Sırıtıyor genç adam. ‘‘Mümkün değil, çünkü biz de senin öykülerinden birinin içinde yaşıyoruz. Boktan bir öykünün boktan kahramanlarıyız.’’

Sırıtıyor editör, bu öykünün üstünden geçerken. Ölmüş yazar da O’na sırıtıyor. Hala bir öykünün içinde olduğunu anlayamamasına hayıflanıyor da. Bu satırların yazarı da, ölmüş yazara hayıflanıyor.





Odasını biblolar, heykelcikler, minik putlarla doldurmuş, vecd halindeki komşuma çaya gittim. Kapandığı yerden pozisyonunu bozmadan ocağı işaret etti.
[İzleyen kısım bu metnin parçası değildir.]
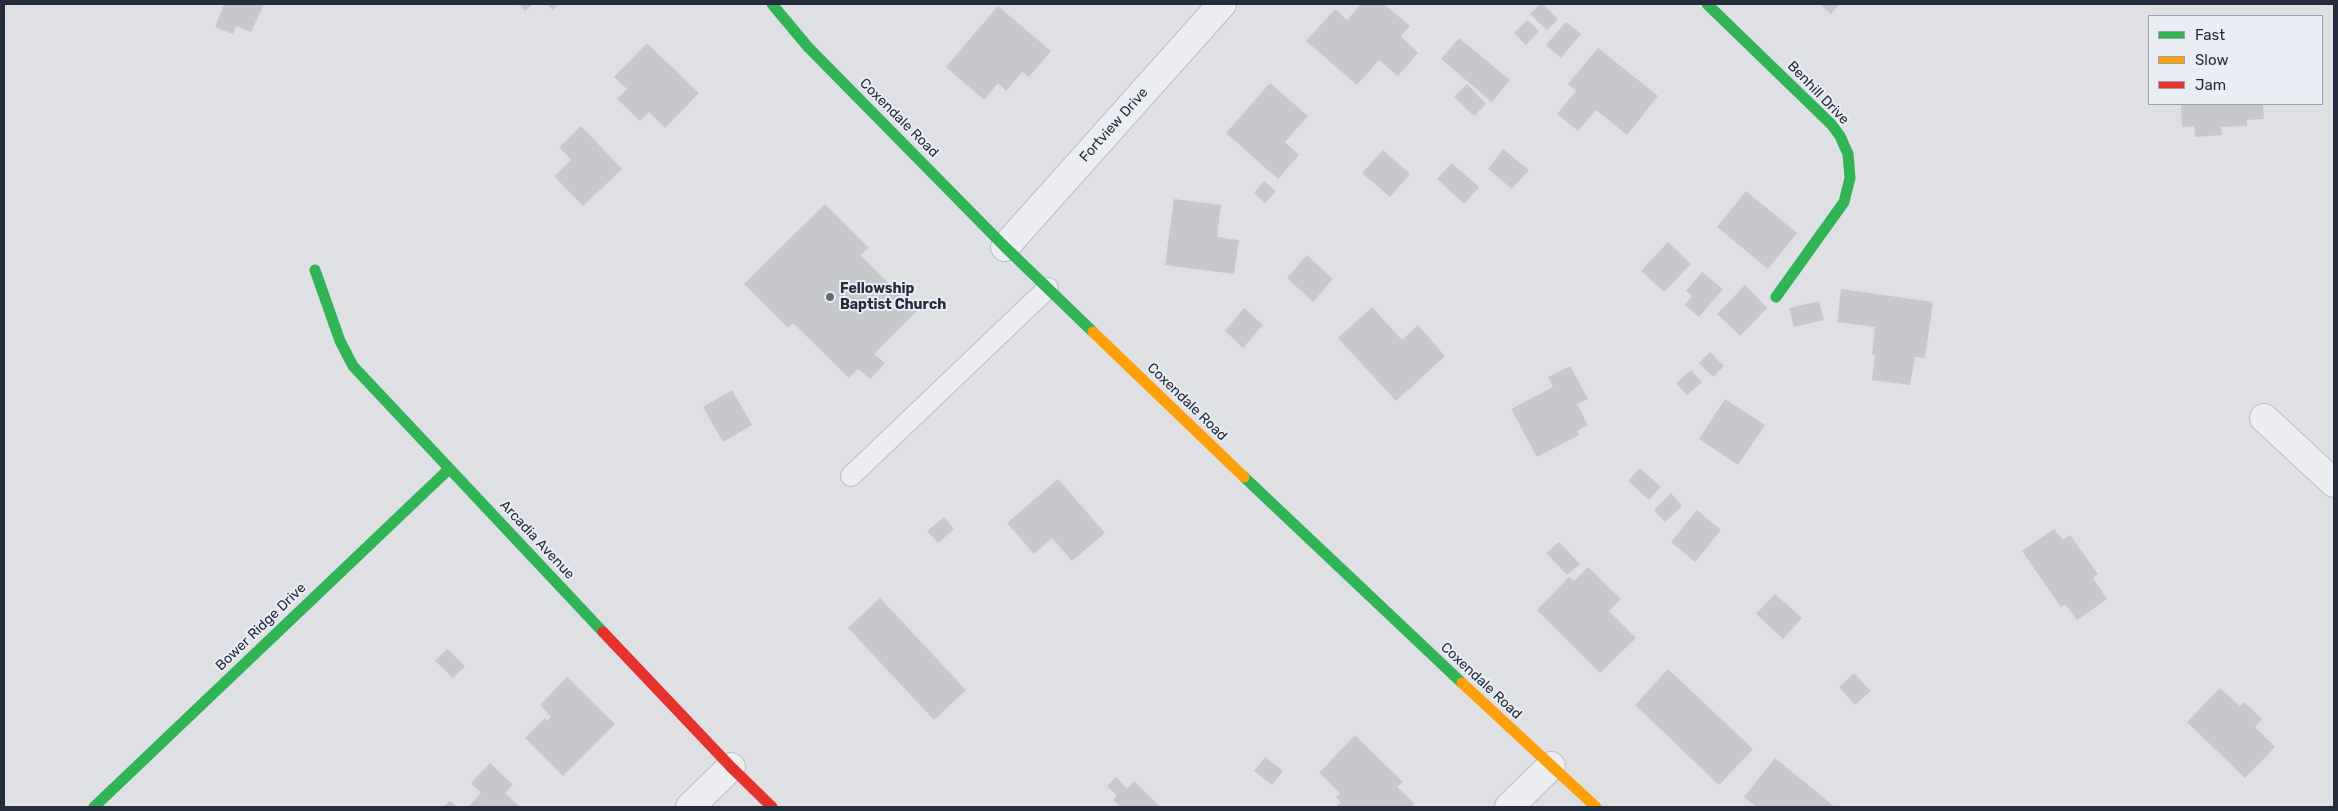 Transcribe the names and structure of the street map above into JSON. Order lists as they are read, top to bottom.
{
  "streets": {
    "street": [
      "Benhill Drive",
      "Coxendale Road",
      "Fortview Drive",
      "Arcadia Avenue",
      "Bower Ridge Drive"
    ]
  },
  "crossings": [
    ["Coxendale Road", "Fortview Drive"],
    ["Arcadia Avenue", "Bower Ridge Drive"]
  ],
  "places": ["Fellowship Baptist Church"],
  "legend": ["Fast", "Slow", "Jam"]
} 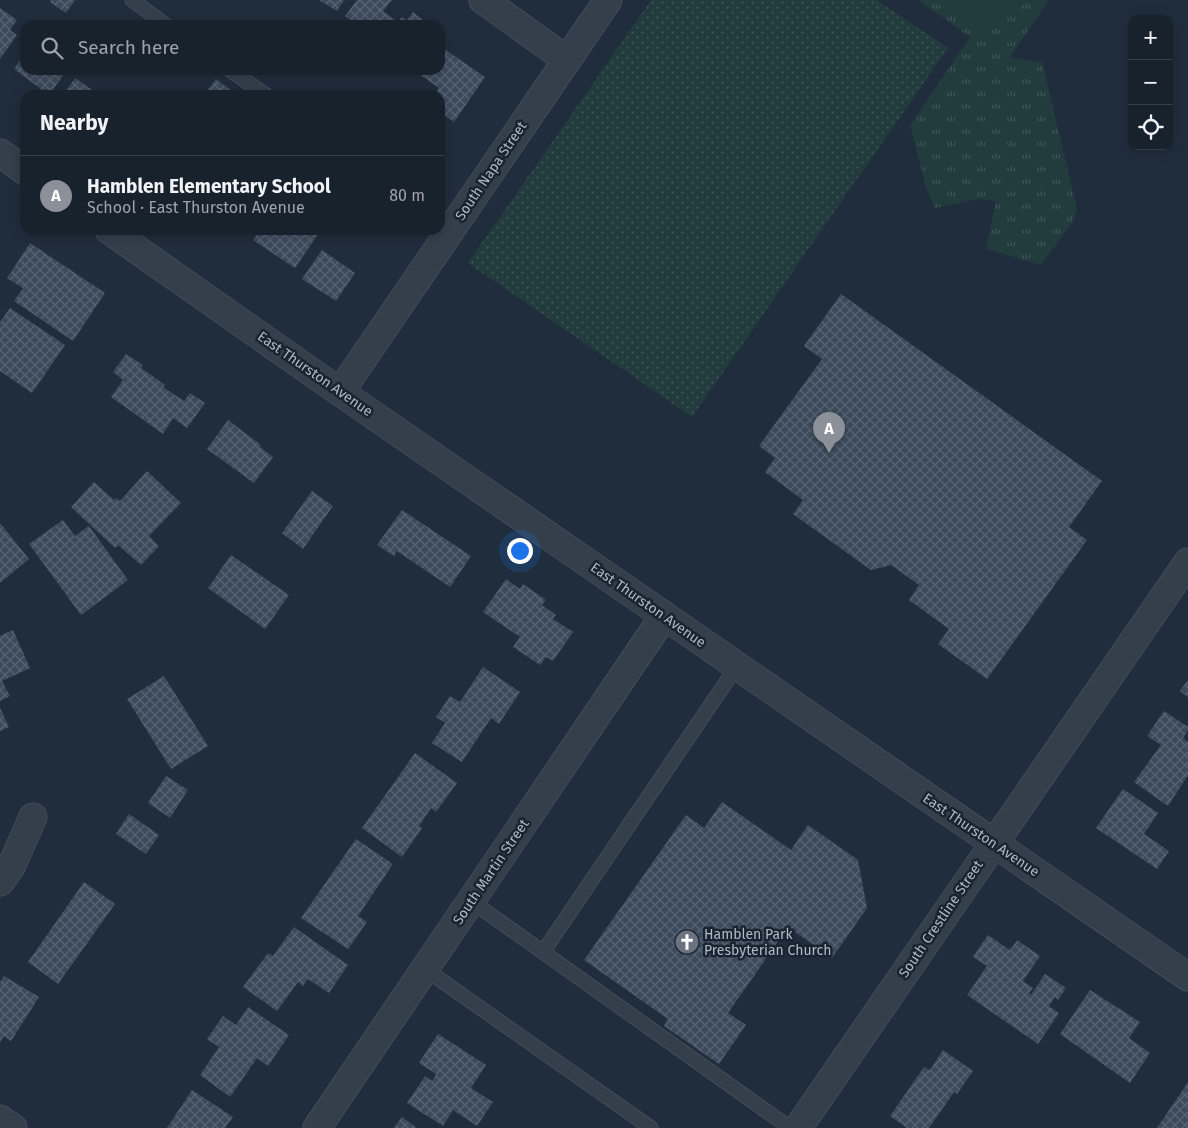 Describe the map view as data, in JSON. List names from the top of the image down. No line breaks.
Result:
{"streets":{"street":["South Napa Street","East Thurston Avenue","South Martin Street","South Crestline Street"]},"crossings":[["South Napa Street","East Thurston Avenue"],["East Thurston Avenue","South Martin Street"],["East Thurston Avenue","South Crestline Street"]],"places":{"church":["Hamblen Park Presbyterian Church"]},"page":{"map_buttons":["+","−"],"search":"Search here","heading":"Nearby","list":[{"mark":"A","name":"Hamblen Elementary School","note":"School · East Thurston Avenue","value":"80 m"}],"pins":"A"}} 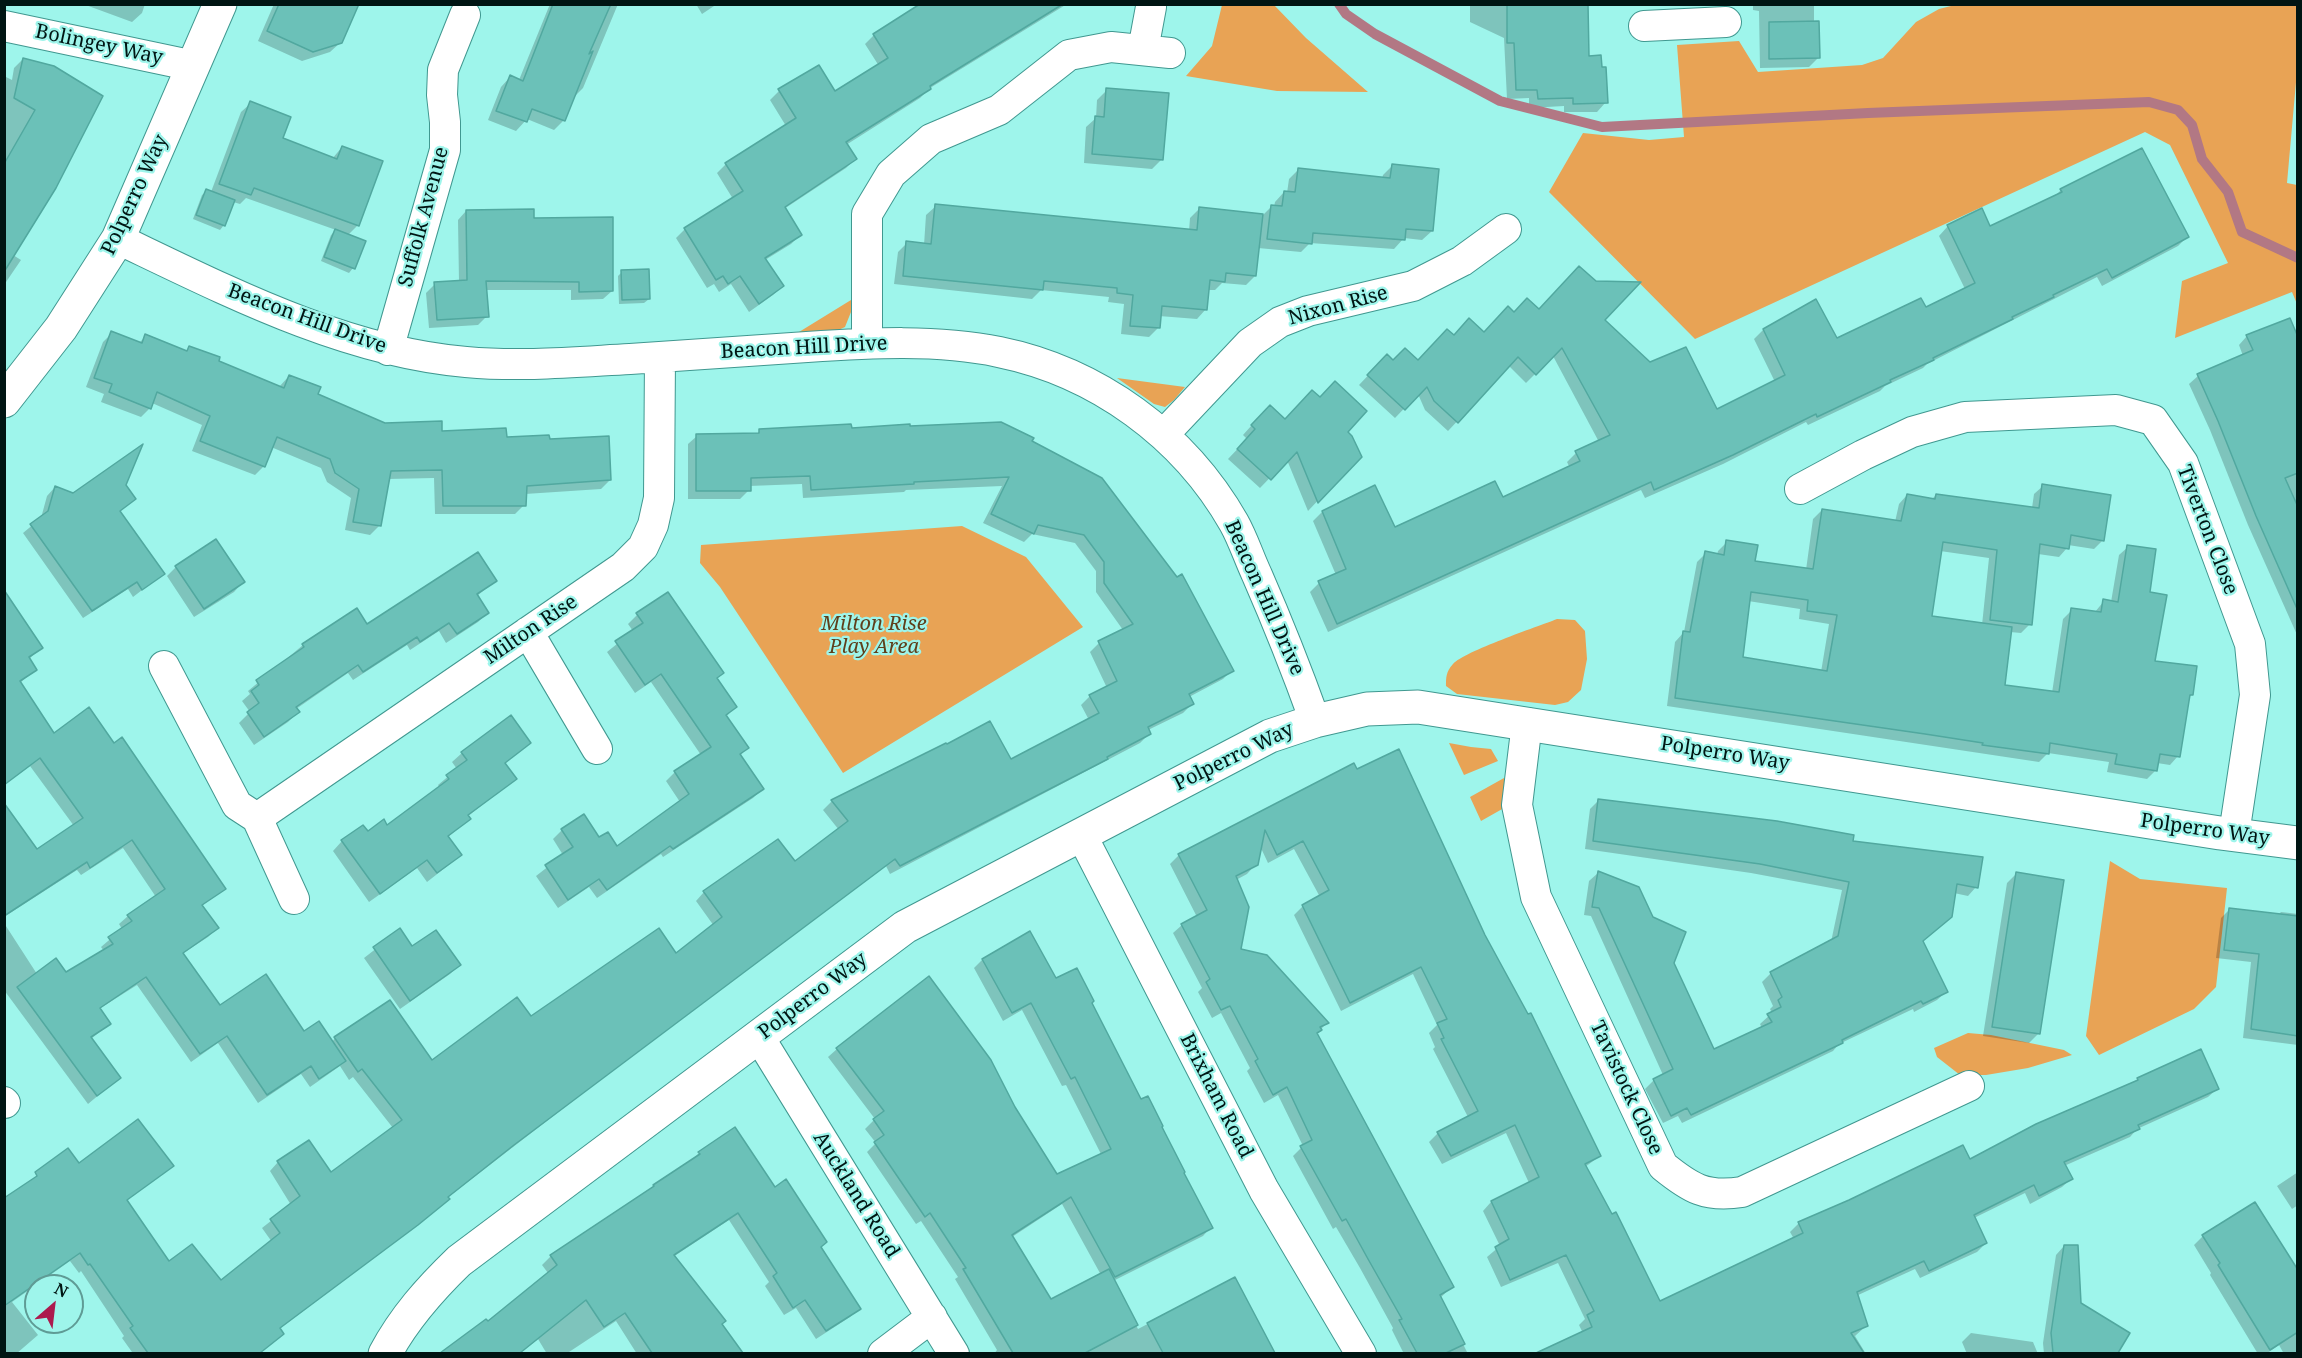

Çayı koydum, su kaynayana kadar mırıldanıp, gözyaşı dökerek o halde kaldı. Suyun fokurtusuyla beraber o da kıpırdanmaya, bir yılan gibi kıvrılarak ayağa kalkmaya başladı. Çayı demlediğimde kendindeydi ve huzur deryasında yüzmekteydi. ‘‘Serve the servants’’ diye mırıldandı. Bir uzun 2000 yakıp sırıttım, demli çayımı yudumlarken. Elleri titreyerek bardağını kavradı ve hızlıca içmeye başladı çayı. ‘Ecinniler’den Şatov ve Kirilov gibiydik o an. Sırayla sanrı nöbeti tutan, iki tutunamayan. Bütün iğrenç bibloları, minik, mutlu, alçıdan yapılmış mutlu suratlarıyla birbirine bakan çiftleri, yüce insan modeli giydirilmiş komik, topraktan yapma, acıklı bakan çocuk suratları, hasta bedenleri, çarpık ayak ve kolları. Nefretim bu ölü gözler altında birden kılık değiştiriverdi. Hiç olmadığım kadar mutluydum şimdi aralarında. Şen kahkahalar altında kırıp dökmüşüm tüm bu et görmemiş cesetleri. Komşumu da aralarına katacakmışım ki, kaçıp kendini kurtarmış.